Спасибо! Это я читал: там не называются аэродромы базирования Ил-28 в ГСВГ :Frown:

----------


## AntropovSergei

> Спасибо! Это я читал: там не называются аэродромы базирования Ил-28 в ГСВГ


Сорри, а это что?
"В июле 1954 г. дивизия перебазирована в ГДР, на аэродромы Вернойхен и Бранд. При этом в ГСВГ она стала первой, оснащенной Ил-28 (в каждом полку было по 31-35 Ил-28 )"

----------


## AC

И если уточнять еще по 132 бад, то:

63 и 668 бап -- Вернойхен
277 бап -- Бранд

----------


## BratPoRazumu

> И если уточнять еще по 132 бад, то:
> 
> 63 и 668 бап -- Вернойхен
> 277 бап -- Бранд


уточню: 
63-й Краснознаменный «Керченский» БАП; в/ч 21917; базировался на аэродромах: ИВАНО-ФРАНКОВСК (ПрикВО, 1953-1954гг), ВЕРНОЙХЕН (ГСВГ, 1954-1960гг); на аэродроме ЧЕРНЯХОВСК с 1968г.;
277-й Краснознаменный «Млавский» БАП; базировался также на аэродромах: ИВАНО-ФРАНКОВСК (ПрикВО, 1953-1954гг), БРАНД (ГСВГ, 1954-1960гг), ФИНОВ (ГСВГ, 1967-70гг.), затем Хурба; 
668-й ордена Красной Звезды БАП; в/ч 23330; базировался также на аэродромах: КОЛОМЫЕ (ПрикВО, 1953-1954гг), ВЕРНОЙХЕН (по другим данным – Бранд, ГСВГ), ФИНОВ (1956-67гг., ГСВГ); затем Тукуме (ПрибВО), с 89г. в ДКБФ

----------


## Mig

Коллеги, спасибо большое!

С уважением,

----------


## Observer

> Сорри, а это что?
> "В июле 1954 г. дивизия перебазирована в ГДР"


Уж не знаю, как по документам, но техника и личный состав перебазировались в ГДР уже в мае 1954 г.

----------


## AC

> Уж не знаю, как по документам, но техника и личный состав перебазировались в ГДР уже в мае 1954 г.

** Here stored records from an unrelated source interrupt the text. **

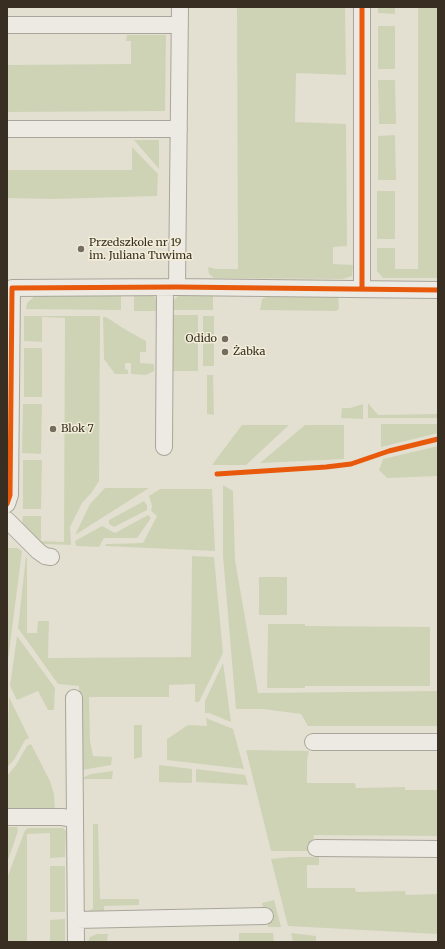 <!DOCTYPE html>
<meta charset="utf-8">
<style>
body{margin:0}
#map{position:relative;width:445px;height:949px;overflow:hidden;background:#e3e0d2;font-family:Merriweather,serif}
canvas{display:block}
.frame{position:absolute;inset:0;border:8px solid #382f22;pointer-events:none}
</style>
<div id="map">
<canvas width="445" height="949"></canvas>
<div class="frame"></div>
</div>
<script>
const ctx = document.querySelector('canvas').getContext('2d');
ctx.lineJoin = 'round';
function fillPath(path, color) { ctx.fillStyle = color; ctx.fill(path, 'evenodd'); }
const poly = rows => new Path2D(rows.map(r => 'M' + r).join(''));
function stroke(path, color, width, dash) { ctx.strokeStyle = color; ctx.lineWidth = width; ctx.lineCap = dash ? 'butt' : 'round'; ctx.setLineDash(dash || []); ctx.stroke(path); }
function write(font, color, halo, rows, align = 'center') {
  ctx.font = font + ' Merriweather,serif'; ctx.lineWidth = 3; ctx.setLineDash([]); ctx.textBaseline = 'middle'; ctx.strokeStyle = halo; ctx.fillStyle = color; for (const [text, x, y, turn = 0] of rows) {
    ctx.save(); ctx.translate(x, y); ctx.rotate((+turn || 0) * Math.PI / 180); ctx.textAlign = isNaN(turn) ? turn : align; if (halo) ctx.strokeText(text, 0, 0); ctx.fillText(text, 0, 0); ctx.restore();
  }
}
fillPath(poly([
 [237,7,345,7,346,75,296,73,295,122,346,124,347,246,333,247,333,264,353,265,352,276,343,279,214,278,209,274,208,267,216,269,238,269],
 [378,7,395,7,395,14,378,13],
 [418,7,438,7,438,278,383,278,377,271,377,248,395,248,395,269,418,269],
 [378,26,395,26,395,69,378,69],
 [127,35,166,35,165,111,7,112,7,65,131,64,131,41,126,41],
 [378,80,395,80,396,124,379,124],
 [395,135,396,180,378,180,378,136],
 [134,140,159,140,159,169],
 [132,147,158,174,157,196,53,199,7,198,7,170,132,170],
 [377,191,395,191,395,239,377,239],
 [37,294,121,294,121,310,26,309,27,303],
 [134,294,154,296,159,304,159,311,134,311],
 [213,295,213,310,171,310,171,303,178,296],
 [270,295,338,296,339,309,336,311,260,310,262,299],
 [173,315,198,315,198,371,173,371],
 [24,316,100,316,99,481,92,492,82,503,70,527,71,545,43,544,22,525,23,516,41,516,41,541,64,542,65,318,42,317,42,342,24,341],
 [203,316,214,316,214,366,203,366],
 [103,317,106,317,126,330,146,341,146,352,140,352,140,363,154,364,154,371,146,375,131,374,131,363,125,363,125,369,128,370,128,374,115,374,104,359],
 [24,348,42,348,42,397,24,397],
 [207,375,213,375,214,415,207,414],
 [368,403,378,415,438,414,438,418,368,418],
 [23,404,42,404,41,454,22,453],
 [363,404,363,419,341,418,342,408,350,408],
 [381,424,438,424,438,433,381,447],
 [242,425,289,425,246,465,212,465],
 [305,425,344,425,344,459,260,463],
 [438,446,438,476,387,478,379,470,383,459],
 [23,460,42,460,41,509,23,509],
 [223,485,233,491,235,560,258,693,438,691,438,726,308,726,301,714,263,709,236,709,223,556],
 [105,488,149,488,75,535,90,504],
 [160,489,212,489,215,551,105,546,106,544,143,543,157,516,151,511,152,506,149,496],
 [144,501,147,505,147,510,114,527,109,524,109,520],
 [148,515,151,518,137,538,104,538,99,547,76,546,75,541,102,526,115,533],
 [7,548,17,548,22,551,7,668],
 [26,556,27,559,27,633,37,633,38,621,49,621,48,658,191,657,192,556,214,557,223,653,199,702,195,702,195,684,169,685,169,697,89,697,90,741,93,756,112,757,111,765,82,770,79,686,58,684,18,628],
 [259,577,287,577,287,615,259,615],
 [268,624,305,624,305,626,430,627,430,686,305,686,305,688,267,688],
 [17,636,55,688,54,710,48,710,38,691,17,700,10,686],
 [223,663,231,722,209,713,205,713,205,701],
 [9,697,29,738,25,740,14,760,7,767],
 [206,718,233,729,244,769,167,760,167,739,188,725,207,726],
 [134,725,142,725,142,757,134,759],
 [31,744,50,781,54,794,55,811,7,810,7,776,16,765,27,746],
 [246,750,309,751,307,760,307,783,355,783,356,788,405,787,405,790,438,790,438,836,314,835,313,851,271,851],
 [159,765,192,769,192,783,159,782],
 [196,769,245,775,248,785,196,782],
 [113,771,112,779,82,779,84,777,91,774],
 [93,824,98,824,100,899,139,899,139,905,104,906,104,915,89,917,89,910,93,909],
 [7,827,17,827,18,831,7,863],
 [28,828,63,828,66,831,65,857,50,858,50,833,27,834,27,942,7,942,7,878,25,830],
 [291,857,319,857,319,865,307,865,307,888,355,888,356,892,405,891,406,895,438,894,438,934,288,926,271,859],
 [50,866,65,866,65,912,50,912],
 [274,900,281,927,268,927,262,903],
 [65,919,65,942,50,942,50,920],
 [239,933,273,933,274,942,239,942],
 [291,933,316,936,316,942,293,942],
 [97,934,108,934,107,942,88,942,90,937]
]), '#cfd3b5');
const minor = poly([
 [7,25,180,25],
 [7,129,179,129],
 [177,287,180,7],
 [362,289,362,7],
 [164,447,165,287],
 [7,504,10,495,12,288,177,287,438,290],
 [7,520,38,551,45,556,51,557],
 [74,698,75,819],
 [313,742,438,742],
 [7,817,62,817,75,819,76,942],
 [316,848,438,849],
 [76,920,265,916]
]);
stroke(minor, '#a9a59a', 18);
stroke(minor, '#eceae2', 16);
stroke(poly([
 [362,289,362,7],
 [217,474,326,467,351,464,389,451,438,439],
 [7,504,10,495,12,288,177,287,438,290]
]), '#e8590c', 5);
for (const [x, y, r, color] of [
 [81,249,4,"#746d60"],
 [225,339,4,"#746d60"],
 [225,352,4,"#746d60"],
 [53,429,4,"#746d60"]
]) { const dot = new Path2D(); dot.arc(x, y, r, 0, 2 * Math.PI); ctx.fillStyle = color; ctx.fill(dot); stroke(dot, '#f3eed9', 1.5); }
write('11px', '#382f22', '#f3eed9', [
 ["Przedszkole nr 19",89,243],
 ["im. Juliana Tuwima",89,256],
 ["Odido",217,339,"right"],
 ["Żabka",233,352],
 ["Blok 7",61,429]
], 'left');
</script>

Кстати, недавно же таки вышло в продажу вот это:
http://www.mdk-arbat.ru/bookcard?book_id=2537806
...и там сказано, что первой в ГСВГ начала осваивать и получать Ил-28 140 бад.

----------


## fsl

С 1981 по 1984 отец служил на МиГ-21 на аэродроме Дамгартен стояли там 28 буксировщики мишеней,куда их вывели не знаю,знаю(видел глазами)что списанные в процессе эксплуатации резались техниками и утилизировались,зрелище по тогдашним детским глазенкам было впечатляющее,к то му же зачастую они от сварки загорались,и пока приезжала пожарка сгорали практически дотла,почему расчет не стоял рядом не знаю.
 ПС связался с отцом тоже добавить по 28 он не смог :Frown: ,да до 81 с 79 года жили в Финове были там МиГ-23 а 28 не было точно.

----------


## Fencer

Справочник по авиации Группы советских войск в Германии (с 1989 года - Западная группа войск) Sowjetische Fliegerkräfte Deutschland 1945-1994.В четвертой части есть таблицы с заводскими и бортовыми номерами вертолетов и самолетов с привязкой к воинским частям с местами службы.

----------


## Fencer

> уточню: 
> 277-й Краснознаменный «Млавский» БАП; базировался также на аэродромах: ИВАНО-ФРАНКОВСК (ПрикВО, 1953-1954гг), БРАНД (ГСВГ, 1954-1960гг), ФИНОВ (ГСВГ, 1967-70гг.), затем Хурба


277-й Млавский бап во время базирования на аэродроме Комсомольск-на-Амуре (Хурба) входил:
в 83-ю бад 1-й КВА КДВО,
в 83-ю бад 11-й А ВВС и ПВО,
в 303-ю сад 11-й А ВВС и ПВО.
Ныне 277-го бап уже нет,а есть 6983-я авиабаза 3-го командования ВВС и ПВО ВВО.

----------


## МиГ-25БМ

> С 1981 по 1984 отец служил на МиГ-21 на аэродроме Дамгартен стояли там 28 буксировщики мишеней,куда их вывели не знаю,знаю(видел глазами)что списанные в процессе эксплуатации резались техниками и утилизировались,зрелище по тогдашним детским глазенкам было впечатляющее,к то му же зачастую они от сварки загорались,и пока приезжала пожарка сгорали практически дотла,почему расчет не стоял рядом не знаю.
>  ПС связался с отцом тоже добавить по 28 он не смог,да до 81 с 79 года жили в Финове были там МиГ-23 а 28 не было точно.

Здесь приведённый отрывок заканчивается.